• [TASK REQUIREMENTS]:
Search the data for the string "Math" and copy each line in which it appears.

• [THE INPUT]:
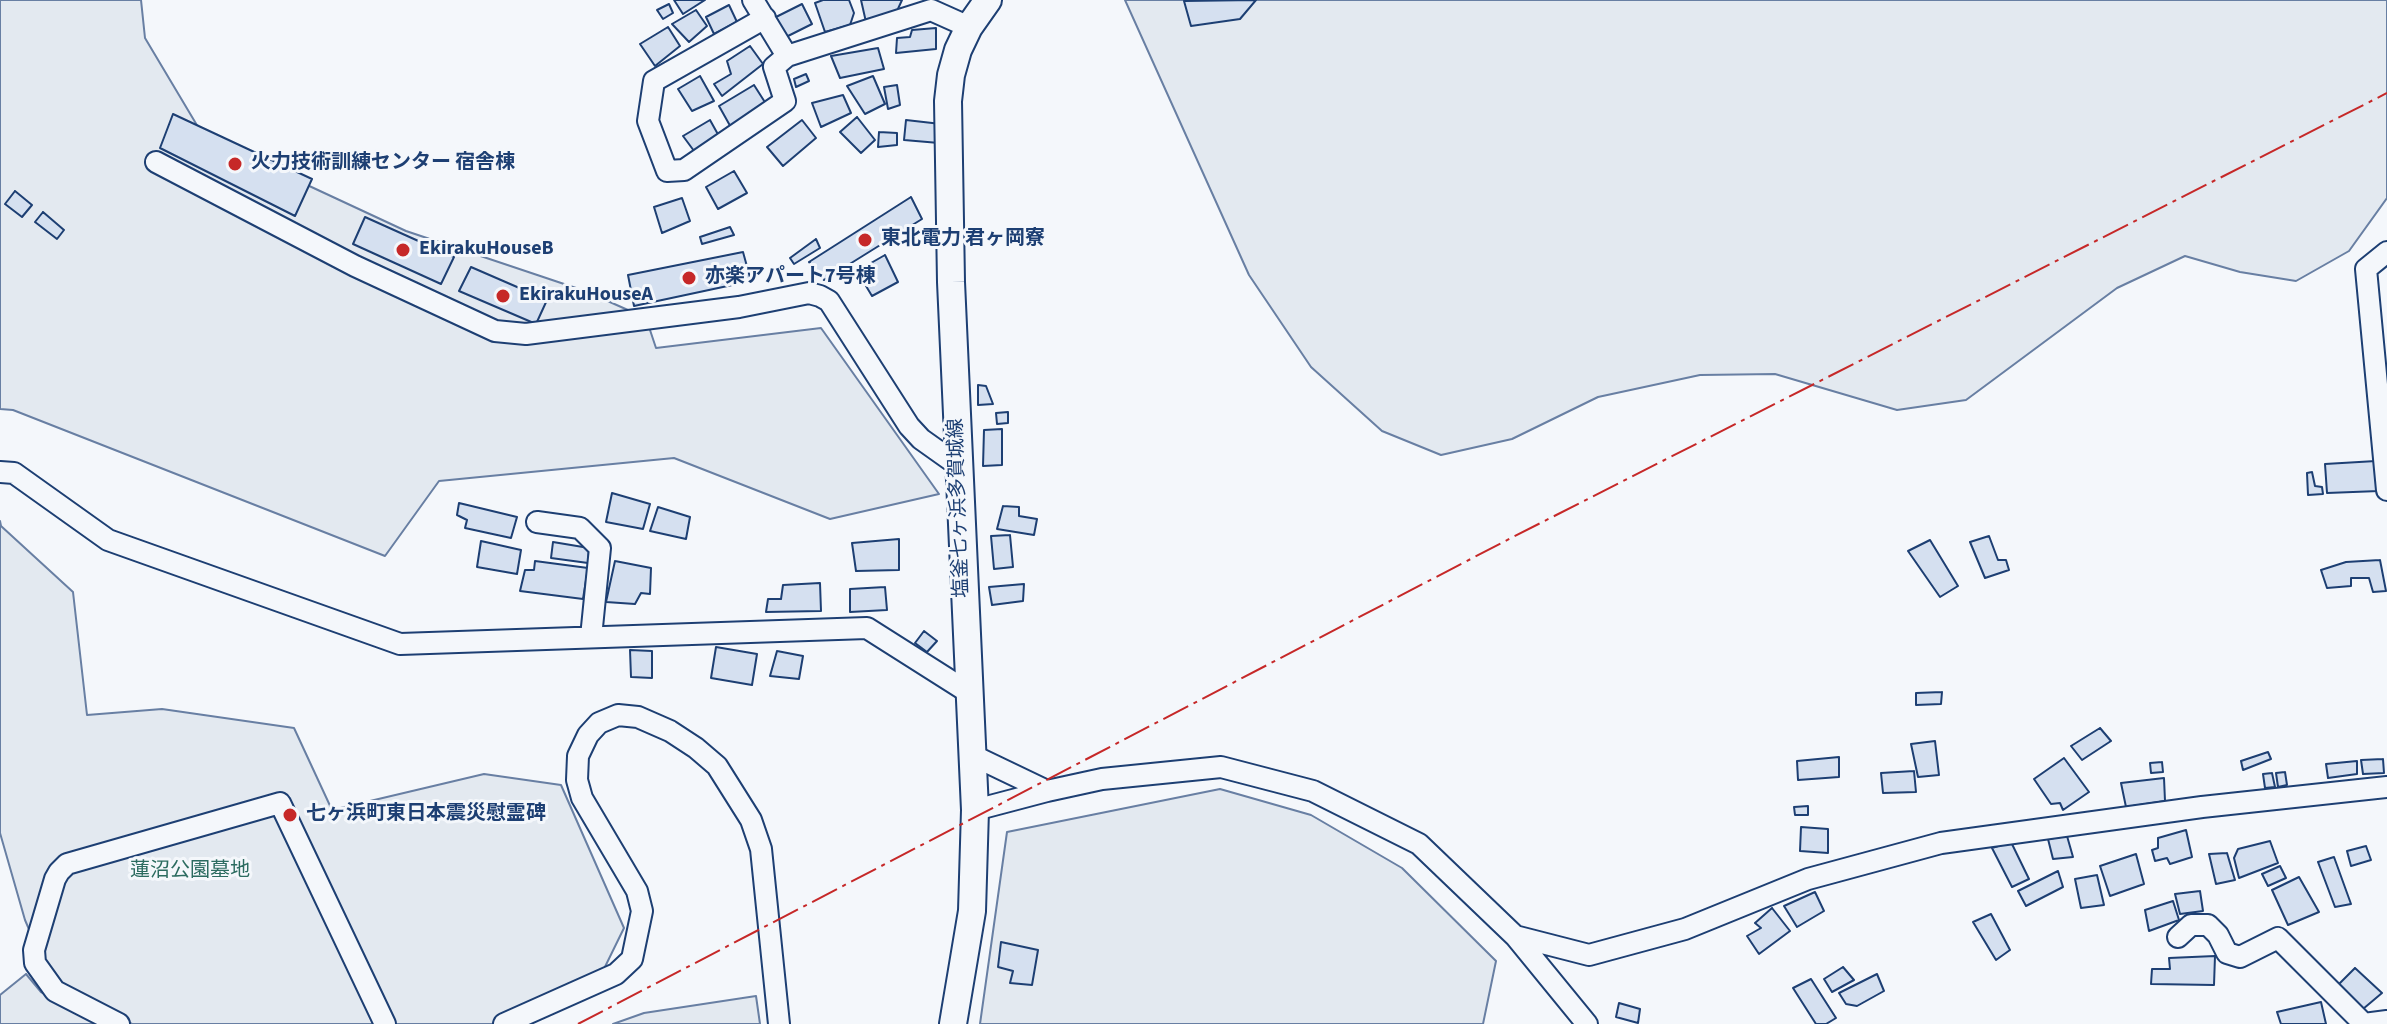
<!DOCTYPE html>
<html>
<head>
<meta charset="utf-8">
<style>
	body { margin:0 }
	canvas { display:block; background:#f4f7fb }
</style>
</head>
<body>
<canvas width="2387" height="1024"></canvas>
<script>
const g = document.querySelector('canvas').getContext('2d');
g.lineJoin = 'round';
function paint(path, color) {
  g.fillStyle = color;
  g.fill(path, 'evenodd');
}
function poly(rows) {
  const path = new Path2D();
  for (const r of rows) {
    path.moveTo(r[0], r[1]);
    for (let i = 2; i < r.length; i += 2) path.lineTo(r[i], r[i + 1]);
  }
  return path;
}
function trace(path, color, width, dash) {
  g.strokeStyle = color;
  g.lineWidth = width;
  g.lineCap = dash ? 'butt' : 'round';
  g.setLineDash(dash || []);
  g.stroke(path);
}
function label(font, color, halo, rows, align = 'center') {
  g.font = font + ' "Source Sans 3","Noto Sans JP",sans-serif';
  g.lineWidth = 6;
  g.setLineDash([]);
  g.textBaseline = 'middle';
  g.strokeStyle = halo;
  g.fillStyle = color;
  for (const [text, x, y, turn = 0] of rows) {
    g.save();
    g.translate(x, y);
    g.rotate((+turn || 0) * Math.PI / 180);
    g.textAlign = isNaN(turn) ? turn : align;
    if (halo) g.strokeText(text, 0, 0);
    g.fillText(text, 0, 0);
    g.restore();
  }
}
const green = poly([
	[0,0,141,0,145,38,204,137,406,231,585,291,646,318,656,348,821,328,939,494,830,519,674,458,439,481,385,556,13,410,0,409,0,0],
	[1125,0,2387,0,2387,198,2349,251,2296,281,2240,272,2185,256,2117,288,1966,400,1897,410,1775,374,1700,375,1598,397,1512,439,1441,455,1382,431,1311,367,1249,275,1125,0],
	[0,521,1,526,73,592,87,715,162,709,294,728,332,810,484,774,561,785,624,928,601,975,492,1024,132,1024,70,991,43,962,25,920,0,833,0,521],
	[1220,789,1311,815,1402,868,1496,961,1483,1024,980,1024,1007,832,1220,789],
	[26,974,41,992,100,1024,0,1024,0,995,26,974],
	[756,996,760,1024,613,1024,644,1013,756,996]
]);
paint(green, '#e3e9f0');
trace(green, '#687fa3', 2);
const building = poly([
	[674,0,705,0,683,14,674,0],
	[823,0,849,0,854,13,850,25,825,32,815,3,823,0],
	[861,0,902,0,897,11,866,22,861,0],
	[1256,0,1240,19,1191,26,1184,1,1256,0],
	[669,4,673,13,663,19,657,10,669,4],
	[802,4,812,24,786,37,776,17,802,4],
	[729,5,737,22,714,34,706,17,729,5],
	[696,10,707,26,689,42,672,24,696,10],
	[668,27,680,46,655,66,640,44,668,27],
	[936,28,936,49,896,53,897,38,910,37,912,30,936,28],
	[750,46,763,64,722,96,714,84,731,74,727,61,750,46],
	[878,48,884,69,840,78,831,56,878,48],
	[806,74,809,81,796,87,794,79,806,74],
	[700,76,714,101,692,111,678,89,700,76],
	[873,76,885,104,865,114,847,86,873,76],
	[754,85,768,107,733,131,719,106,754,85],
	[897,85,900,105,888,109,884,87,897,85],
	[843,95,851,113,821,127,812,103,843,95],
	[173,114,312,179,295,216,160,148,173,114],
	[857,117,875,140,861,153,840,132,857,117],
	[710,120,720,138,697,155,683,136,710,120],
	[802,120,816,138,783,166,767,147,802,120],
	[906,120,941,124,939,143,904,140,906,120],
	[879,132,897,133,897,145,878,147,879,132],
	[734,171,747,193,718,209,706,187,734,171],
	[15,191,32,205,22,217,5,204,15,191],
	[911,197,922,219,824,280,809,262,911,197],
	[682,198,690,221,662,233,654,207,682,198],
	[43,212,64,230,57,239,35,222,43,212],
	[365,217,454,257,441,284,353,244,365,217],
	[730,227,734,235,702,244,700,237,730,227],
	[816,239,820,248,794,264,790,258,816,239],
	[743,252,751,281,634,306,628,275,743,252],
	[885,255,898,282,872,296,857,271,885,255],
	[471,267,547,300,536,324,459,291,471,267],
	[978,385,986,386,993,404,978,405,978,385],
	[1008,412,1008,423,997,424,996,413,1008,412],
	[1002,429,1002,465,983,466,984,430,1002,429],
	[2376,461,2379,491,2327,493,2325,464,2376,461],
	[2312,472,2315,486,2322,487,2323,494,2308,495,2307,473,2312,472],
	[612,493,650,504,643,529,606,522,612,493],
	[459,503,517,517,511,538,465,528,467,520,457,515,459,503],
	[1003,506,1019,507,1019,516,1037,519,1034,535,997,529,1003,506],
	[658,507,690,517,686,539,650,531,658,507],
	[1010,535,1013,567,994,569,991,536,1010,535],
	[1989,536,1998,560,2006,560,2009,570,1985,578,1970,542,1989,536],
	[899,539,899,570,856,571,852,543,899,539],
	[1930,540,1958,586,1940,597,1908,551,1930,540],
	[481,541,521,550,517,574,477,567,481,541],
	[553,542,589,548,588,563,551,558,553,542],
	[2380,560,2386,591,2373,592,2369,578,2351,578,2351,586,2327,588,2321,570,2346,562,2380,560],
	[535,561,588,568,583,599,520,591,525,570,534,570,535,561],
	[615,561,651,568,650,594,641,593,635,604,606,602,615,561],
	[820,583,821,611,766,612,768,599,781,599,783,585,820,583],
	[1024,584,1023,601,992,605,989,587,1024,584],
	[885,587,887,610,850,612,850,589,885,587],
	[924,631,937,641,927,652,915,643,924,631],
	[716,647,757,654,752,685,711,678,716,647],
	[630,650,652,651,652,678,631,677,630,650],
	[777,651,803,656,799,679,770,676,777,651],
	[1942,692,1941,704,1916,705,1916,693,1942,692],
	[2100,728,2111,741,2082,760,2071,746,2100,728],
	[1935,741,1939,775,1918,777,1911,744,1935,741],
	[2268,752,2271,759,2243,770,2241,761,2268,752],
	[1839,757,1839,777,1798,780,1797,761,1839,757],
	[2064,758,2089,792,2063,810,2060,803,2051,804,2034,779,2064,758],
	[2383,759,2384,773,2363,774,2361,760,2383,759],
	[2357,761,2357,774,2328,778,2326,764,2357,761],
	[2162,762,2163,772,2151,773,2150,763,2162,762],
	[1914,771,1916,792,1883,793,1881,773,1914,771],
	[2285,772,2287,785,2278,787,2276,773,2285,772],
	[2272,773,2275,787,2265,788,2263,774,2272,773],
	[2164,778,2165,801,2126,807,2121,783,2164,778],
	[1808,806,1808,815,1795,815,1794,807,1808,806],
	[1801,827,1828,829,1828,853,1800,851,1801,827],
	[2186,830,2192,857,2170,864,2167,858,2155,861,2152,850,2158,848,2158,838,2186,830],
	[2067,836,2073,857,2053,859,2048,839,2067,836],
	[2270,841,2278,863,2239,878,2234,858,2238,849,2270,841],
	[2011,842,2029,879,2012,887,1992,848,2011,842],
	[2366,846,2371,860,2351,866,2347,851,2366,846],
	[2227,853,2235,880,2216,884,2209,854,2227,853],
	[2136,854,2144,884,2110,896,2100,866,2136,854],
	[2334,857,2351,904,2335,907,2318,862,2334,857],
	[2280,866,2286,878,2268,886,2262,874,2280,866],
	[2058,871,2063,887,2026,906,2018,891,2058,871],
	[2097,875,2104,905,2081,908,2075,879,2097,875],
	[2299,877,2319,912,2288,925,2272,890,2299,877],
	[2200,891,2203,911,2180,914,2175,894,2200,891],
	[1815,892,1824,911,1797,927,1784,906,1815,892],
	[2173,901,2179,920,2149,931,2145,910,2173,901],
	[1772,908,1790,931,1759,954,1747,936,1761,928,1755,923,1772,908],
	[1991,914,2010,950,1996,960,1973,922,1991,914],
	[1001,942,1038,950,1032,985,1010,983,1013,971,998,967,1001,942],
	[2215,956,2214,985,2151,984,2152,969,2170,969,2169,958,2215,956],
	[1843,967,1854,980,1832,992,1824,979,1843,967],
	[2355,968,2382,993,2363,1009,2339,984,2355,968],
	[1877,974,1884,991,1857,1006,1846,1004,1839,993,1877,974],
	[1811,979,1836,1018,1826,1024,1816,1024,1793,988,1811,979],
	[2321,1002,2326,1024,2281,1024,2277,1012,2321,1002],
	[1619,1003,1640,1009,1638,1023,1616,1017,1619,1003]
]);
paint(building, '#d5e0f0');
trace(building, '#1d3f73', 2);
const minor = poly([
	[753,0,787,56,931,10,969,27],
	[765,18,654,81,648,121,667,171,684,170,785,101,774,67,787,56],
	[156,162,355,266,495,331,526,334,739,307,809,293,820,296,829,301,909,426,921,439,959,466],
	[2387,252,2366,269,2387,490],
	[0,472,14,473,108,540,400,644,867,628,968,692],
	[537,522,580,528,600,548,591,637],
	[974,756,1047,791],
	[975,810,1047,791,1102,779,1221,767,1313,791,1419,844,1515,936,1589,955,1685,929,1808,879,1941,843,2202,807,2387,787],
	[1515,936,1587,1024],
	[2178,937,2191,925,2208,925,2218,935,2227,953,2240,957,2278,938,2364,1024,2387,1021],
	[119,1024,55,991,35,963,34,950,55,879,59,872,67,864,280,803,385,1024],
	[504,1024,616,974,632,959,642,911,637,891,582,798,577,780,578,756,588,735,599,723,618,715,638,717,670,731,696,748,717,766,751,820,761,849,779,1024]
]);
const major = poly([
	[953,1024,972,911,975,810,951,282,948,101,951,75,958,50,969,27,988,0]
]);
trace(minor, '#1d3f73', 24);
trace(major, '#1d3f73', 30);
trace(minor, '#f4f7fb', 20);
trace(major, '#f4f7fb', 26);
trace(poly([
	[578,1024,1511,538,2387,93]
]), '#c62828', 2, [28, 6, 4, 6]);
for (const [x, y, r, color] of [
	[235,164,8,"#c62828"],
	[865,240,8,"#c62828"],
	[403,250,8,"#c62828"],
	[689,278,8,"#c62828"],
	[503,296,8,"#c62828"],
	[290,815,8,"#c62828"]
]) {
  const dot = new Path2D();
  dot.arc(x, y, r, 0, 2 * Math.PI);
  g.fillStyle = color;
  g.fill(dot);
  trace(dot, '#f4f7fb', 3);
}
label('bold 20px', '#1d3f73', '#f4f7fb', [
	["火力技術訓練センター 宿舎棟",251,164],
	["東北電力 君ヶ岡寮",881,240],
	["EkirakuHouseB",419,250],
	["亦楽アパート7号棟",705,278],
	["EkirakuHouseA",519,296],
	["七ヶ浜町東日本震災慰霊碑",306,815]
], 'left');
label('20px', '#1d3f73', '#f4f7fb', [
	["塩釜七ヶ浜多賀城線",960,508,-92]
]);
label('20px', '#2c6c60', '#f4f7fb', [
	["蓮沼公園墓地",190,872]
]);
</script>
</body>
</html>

• [ANSWER BOX]:
    g.rotate((+turn || 0) * Math.PI / 180);
  dot.arc(x, y, r, 0, 2 * Math.PI);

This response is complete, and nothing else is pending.